食性の復元は古生態復元の中で最も難しい。根拠となる事実は多く、相反するものもふくまれているからである。形態学的に食性を復元するには、臼歯が最も重要で、次に切歯、下顎骨と頭蓋、全身の体形という順である。臼歯の柱状の咬頭と異常に厚いエナメル質は、圧砕に抗する構造であるが、磨耗に対しても強く抵抗する。いまでは、これらの仲間が海辺の砂浜にすんでいたと考えられているので、何を食べたにせよ、食べ物に混ざってくる砂がヤスリの役目を果たして、どんどん臼歯はすり減るはずである、と考えられている。こうした傾向に対する抵抗があの特異な臼歯のエナメル質を産み出したのだろう。祖先型のベヘモトプスから、パレオパラドキシア、コルンワリウス、デスモスチルスのどの進化型への臼歯の形態変化も強い咬耗に対する適応として説明できる。

下顎骨の形態も食性を反映している。歌登標本の発見で、はじめてデスモスチルスの下顎骨の完全な形態が明らかになった。この形をパレオパラドキシアや祖先型のベヘモトプスと比べることにより、食性の変化を探索できる。祖先型から進化型へは、下顎体・歯隙・下顎結合の伸長、歯列の短縮・後退という方向に進化した。

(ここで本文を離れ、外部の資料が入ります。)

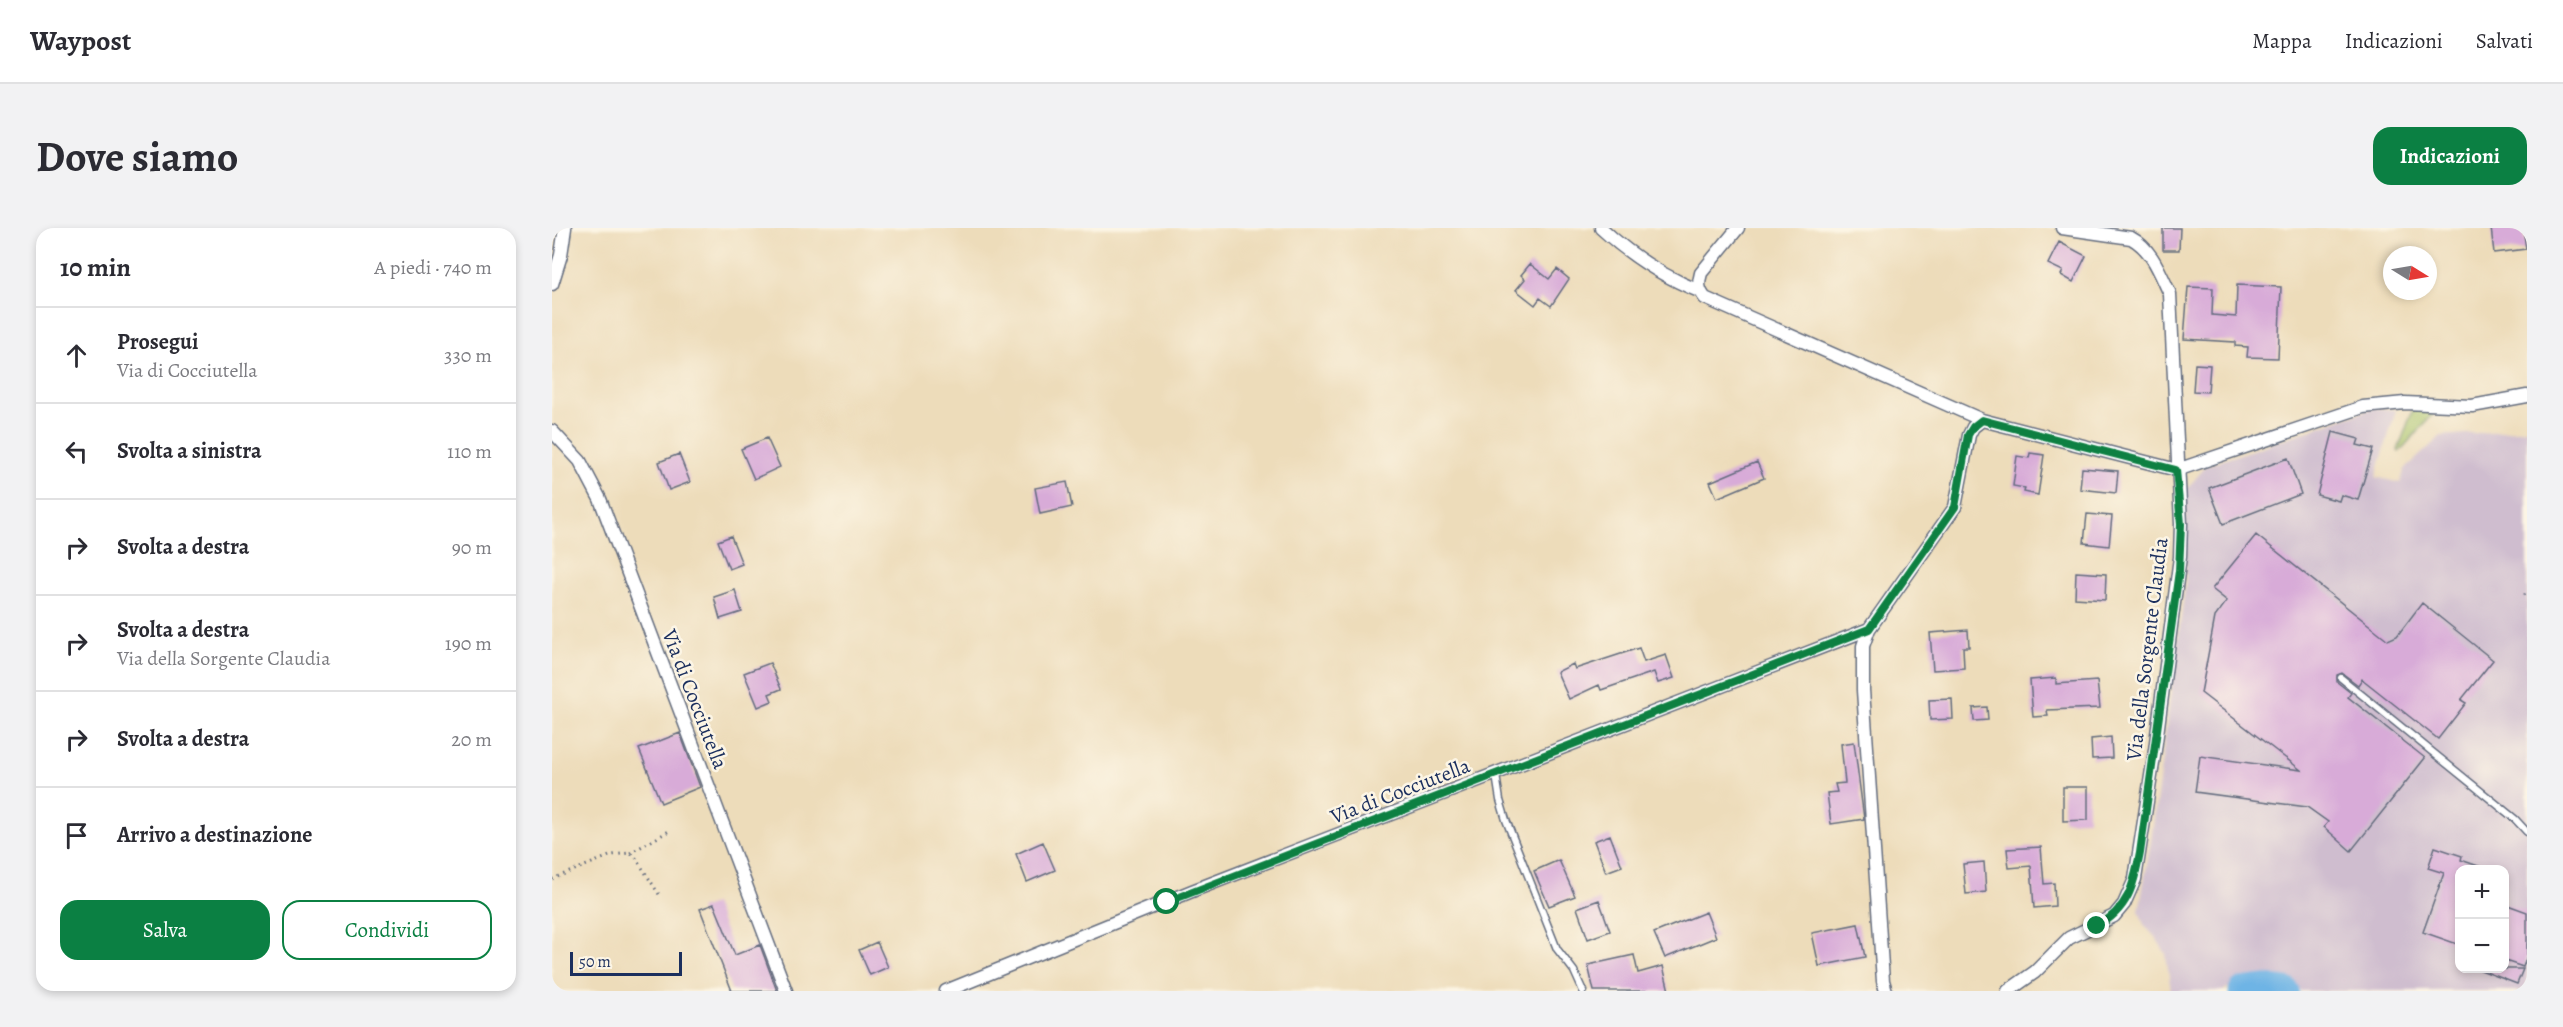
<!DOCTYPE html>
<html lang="it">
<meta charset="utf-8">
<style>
:root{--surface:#fff;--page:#f2f2f3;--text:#2b2b33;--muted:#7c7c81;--line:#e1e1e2;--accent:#0b8043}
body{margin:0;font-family:Alegreya,serif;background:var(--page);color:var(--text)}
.controls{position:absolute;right:18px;bottom:18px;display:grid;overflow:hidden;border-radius:12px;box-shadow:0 3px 9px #0003}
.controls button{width:54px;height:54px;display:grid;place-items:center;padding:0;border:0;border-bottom:2px solid var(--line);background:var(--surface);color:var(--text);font:30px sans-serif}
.compass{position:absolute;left:1831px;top:18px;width:54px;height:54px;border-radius:50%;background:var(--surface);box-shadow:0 3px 9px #0003;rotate:101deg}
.scale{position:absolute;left:18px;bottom:15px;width:112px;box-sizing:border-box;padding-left:6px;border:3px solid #1b2f5e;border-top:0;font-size:16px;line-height:21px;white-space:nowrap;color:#1b2f5e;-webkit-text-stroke:4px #fcf5e5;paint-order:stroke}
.stop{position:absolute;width:18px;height:18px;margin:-14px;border:4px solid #0b8043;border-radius:50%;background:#fff}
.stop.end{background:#0b8043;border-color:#fff;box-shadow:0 2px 6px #0008}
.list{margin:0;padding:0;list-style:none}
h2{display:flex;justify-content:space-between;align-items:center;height:78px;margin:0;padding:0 24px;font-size:26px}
h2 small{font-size:20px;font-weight:400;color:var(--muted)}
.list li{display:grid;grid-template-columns:39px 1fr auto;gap:18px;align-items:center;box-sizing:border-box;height:96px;padding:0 24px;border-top:2px solid var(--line)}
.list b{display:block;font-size:22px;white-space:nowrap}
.list p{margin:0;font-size:20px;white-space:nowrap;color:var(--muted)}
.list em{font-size:20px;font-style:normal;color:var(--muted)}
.actions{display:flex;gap:12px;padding:18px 24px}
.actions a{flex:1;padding:14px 0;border:2px solid var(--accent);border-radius:18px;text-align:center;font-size:21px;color:var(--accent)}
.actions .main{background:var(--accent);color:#fff}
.icon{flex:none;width:33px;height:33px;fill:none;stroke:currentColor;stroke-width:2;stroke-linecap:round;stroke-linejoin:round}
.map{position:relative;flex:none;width:1975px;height:763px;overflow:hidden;border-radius:18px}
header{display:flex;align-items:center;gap:36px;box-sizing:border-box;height:84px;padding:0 30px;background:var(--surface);border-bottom:2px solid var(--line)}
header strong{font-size:28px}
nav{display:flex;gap:33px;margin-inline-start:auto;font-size:21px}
.intro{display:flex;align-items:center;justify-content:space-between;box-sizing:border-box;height:144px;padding:0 36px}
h1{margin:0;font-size:42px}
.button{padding:15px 27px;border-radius:18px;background:var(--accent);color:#fff;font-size:21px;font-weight:700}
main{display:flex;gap:36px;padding:0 36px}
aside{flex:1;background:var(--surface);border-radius:18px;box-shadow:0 3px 9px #0003}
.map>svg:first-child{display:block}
</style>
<header>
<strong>Waypost</strong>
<nav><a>Mappa</a><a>Indicazioni</a><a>Salvati</a></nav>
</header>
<div class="intro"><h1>Dove siamo</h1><a class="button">Indicazioni</a></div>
<main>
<aside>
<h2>10 min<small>A piedi · 740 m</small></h2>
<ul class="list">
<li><svg class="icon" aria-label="ahead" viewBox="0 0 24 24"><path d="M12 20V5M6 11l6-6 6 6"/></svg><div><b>Prosegui</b><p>Via di Cocciutella</p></div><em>330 m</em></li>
<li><svg class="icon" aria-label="left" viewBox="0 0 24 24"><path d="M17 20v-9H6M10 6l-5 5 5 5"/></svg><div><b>Svolta a sinistra</b></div><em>110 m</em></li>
<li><svg class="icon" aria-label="right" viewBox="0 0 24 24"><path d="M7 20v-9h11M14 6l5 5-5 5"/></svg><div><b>Svolta a destra</b></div><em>90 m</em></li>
<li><svg class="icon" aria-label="right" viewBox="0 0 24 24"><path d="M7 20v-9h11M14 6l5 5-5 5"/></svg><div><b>Svolta a destra</b><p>Via della Sorgente Claudia</p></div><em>190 m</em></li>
<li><svg class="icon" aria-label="right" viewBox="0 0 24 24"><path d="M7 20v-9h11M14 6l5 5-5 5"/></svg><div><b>Svolta a destra</b></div><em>20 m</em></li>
<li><svg class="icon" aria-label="arrive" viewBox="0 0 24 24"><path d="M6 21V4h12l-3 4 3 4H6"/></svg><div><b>Arrivo a destinazione</b></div></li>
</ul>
<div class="actions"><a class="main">Salva</a><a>Condividi</a></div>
</aside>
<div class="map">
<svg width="1975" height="763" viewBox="0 0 1975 763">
<rect width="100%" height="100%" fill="#fcf5e5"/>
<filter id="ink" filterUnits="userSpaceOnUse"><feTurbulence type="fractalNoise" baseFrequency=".0167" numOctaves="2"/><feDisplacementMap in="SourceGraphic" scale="12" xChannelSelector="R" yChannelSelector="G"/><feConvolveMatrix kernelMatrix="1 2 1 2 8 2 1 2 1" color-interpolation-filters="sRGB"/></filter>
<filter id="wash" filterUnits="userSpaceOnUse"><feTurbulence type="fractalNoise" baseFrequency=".008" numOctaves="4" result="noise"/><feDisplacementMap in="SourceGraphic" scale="24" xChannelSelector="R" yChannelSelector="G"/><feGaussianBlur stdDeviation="1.35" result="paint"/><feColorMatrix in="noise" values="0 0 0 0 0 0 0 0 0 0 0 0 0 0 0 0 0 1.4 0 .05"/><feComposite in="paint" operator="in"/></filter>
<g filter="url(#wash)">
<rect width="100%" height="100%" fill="#eddcba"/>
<path fill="#cfbdcf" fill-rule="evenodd" d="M1822,180l22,2 -20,67 24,6 5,-14 36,-33 86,-7v562h-226l-9,-5 -31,-3 -34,5 -4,3h-52l-5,-37 -10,-16 -12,-13 -5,-14 12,-70 35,-260v-91l20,-24zM1908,642h44v98h-44z"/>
<path fill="#a9c267" stroke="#627862" stroke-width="1.5" d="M1861,181l23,2 -37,41 -1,-2z"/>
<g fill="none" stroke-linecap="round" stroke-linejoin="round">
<path stroke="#6eb4e5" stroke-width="27" d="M1690,763l24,-3 20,3"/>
</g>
<g id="blocks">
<path fill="#d8abd8" d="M1611,0h17l-1,22h-16z
M1939,0h32l3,21 -32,4z
M1507,14l27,14 -13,26 -12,-7 2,-4 -15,-7z
M978,36l19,15 8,-10 12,10 -18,27 -11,-8 -5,7 -19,-15 9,-11 -4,-4z
M1685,57l44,2 -3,71 -31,-1 1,-10 -13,-1v-4l-51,-3 4,-52 25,1 -1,27 24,2z
M1643,136l15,1 -2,27 -15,-1z
M1781,204l26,7 -2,6 16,4 -15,51 -17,-5 -2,6 -22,-6z
M215,210l13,29 -26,12 -13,-30z
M1478,225l14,2 -6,40 -14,-3 1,-4 -12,-2 4,-30 12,2z
M127,226l11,28 -21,8 -10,-28z
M1736,230l13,36 -78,30 -14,-36z
M1205,234l7,16 -47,20 -7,-16z
M1530,240l36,3 -2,22 -36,-4z
M515,254l5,25 -32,7 -5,-26z
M1535,286l25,2 -3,30 -25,-3z
M1704,307l132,105 9,-4 25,-33 71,57 -32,40 5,3 -28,36 -76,-60 -4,6 -16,-12 -5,2v7l14,11 -3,4 77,61 -74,93 -27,-24 4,-5 -21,-15 -112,-15 5,-36 101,14 -100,-77 14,-76 12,-16 -15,-12z
M179,308l11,28 -13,5 -11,-28z
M1524,344l30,2 -1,26 -30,-2z
M183,362l7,22 -22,7 -6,-22z
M1416,402l1,17h-6l1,21 -31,2 -3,-37z
M1087,420l5,14 22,-7 8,23 -16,5 -4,-11 -53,18 -2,-5 -30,14 -12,-27 16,-8 2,5z
M218,435l11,26 -12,5 3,7 -14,6 -14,-34z
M1504,450v6l41,-3 3,27 -53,2 1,6 -15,1 -3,-37z
M1400,471l1,20 -23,1 -1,-20z
M1435,479l1,13 -14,1 -1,-13z
M128,505l20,54 -39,16 -22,-54z
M1559,509l1,21 -20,1 -1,-20z
M1302,514l10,77 -33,5 -4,-31 10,-1 -2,-8 10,-1 -4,-39z
M1511,559h25v33l-25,1z
M1058,607l12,31 -16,6 -12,-31z
M491,614l12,28 -28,12 -11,-28z
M1489,619l3,37 10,-1 1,23 -21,2 -3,-42 -22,2 -2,-19z
M1883,619l27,9 -1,4 23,8 -24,2v75l-37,-13 21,-59 -16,-5z
M1007,632l16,36 -26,10 -15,-35z
M1432,634l2,30 -20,2 -3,-30z
M1047,672l11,31 -22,8 -11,-31z
M162,676l21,51 25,-10 17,46h-45l-32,-82z
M1953,676l22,8v44l-4,11 -18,-6z
M1154,684l10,25 -51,21 -11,-25z
M1306,696l7,33 -46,9 -7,-33z
M325,714l11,25 -18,8 -11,-25z
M1082,727l4,18 25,-7 6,25h-75l-6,-26z
M1926,741h45l-6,15z"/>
</g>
</g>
<g filter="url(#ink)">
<use href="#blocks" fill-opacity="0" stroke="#646c7e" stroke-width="1.5"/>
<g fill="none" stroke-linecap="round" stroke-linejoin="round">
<defs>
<path id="lane" d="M1789,450l174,141 12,13
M944,547l4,25 6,20 51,129 17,22 9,20"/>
<path id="street" d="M1049,0c29,27 61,48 98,63
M1186,0l-37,45c-3,11 -3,16 4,25l277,122
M0,56l9,-29 4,-27
M0,203l28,30 20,38 186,492
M394,763l246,-100 677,-262
M1334,763l-3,-10 -20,-291v-44l6,-17 86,-122 14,-72 4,-8 9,-7 195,50 186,-63 42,-4 67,3 55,-10
M1456,763l27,-19 34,-34 45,-22 10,-12 11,-25 20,-129 25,-193 1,-33 -11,-230c-10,-21 -18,-45 -39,-56l-69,-10"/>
</defs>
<use href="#lane" stroke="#646c7e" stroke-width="9"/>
<use href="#street" stroke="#646c7e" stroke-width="15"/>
<path stroke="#646c7e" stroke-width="3" stroke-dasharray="1.5 4.5" stroke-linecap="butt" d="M1972,367l3,-2
M78,625l39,-22
M0,651l60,-24 18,-2 6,5 24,38"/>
<use href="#lane" stroke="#fff" stroke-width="6"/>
<use href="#street" stroke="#fff" stroke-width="12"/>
</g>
</g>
<g fill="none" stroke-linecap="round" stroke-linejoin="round" filter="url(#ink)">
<path stroke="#0b8043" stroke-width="8" d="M615,674l702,-273 86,-122 13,-72 5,-8 9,-7 194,50 5,54 -2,47 -39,282c-6,32 -12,57 -43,73"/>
</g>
<g text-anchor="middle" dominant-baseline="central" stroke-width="5" stroke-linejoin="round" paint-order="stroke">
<g font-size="21" fill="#1b2f5e" stroke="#fcf5e5">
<text transform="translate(1595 421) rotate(-83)">Via della Sorgente Claudia</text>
<text transform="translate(143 471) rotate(69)">Via di Cocciutella</text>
<text transform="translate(848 563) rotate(-21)">Via di Cocciutella</text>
</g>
</g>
</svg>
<div class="controls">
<button>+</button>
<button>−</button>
</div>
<svg class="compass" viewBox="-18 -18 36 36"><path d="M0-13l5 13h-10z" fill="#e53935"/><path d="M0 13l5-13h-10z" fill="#7c7c81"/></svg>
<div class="scale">50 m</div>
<div class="stop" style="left:615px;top:674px"></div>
<div class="stop end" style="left:1545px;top:698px"></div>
</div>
</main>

特殊化の少ないパレオパラドキシアに比べるとデスモスチルスはさらに、下顎枝の前後短縮、関節突起の低下、下顎頭の後傾、下顎前端の上昇、臼歯の前傾という傾向が加わる。これらの特徴を現生哺乳類と比べると、束柱類はいくらか有蹄類に近い傾向を示し、デスモスチルスはパレオパラドキシアに比べて側頭筋よりも咬筋依存度が高いことがわかる。このことは頭蓋の矢状稜の有無や頬骨弓の太さによっても裏付けられる。したがって、基本的に束柱類は草食動物であり、デスモスチルスはパレオパラドキシアよりさらにその適応度が高い草食性である、と推定される。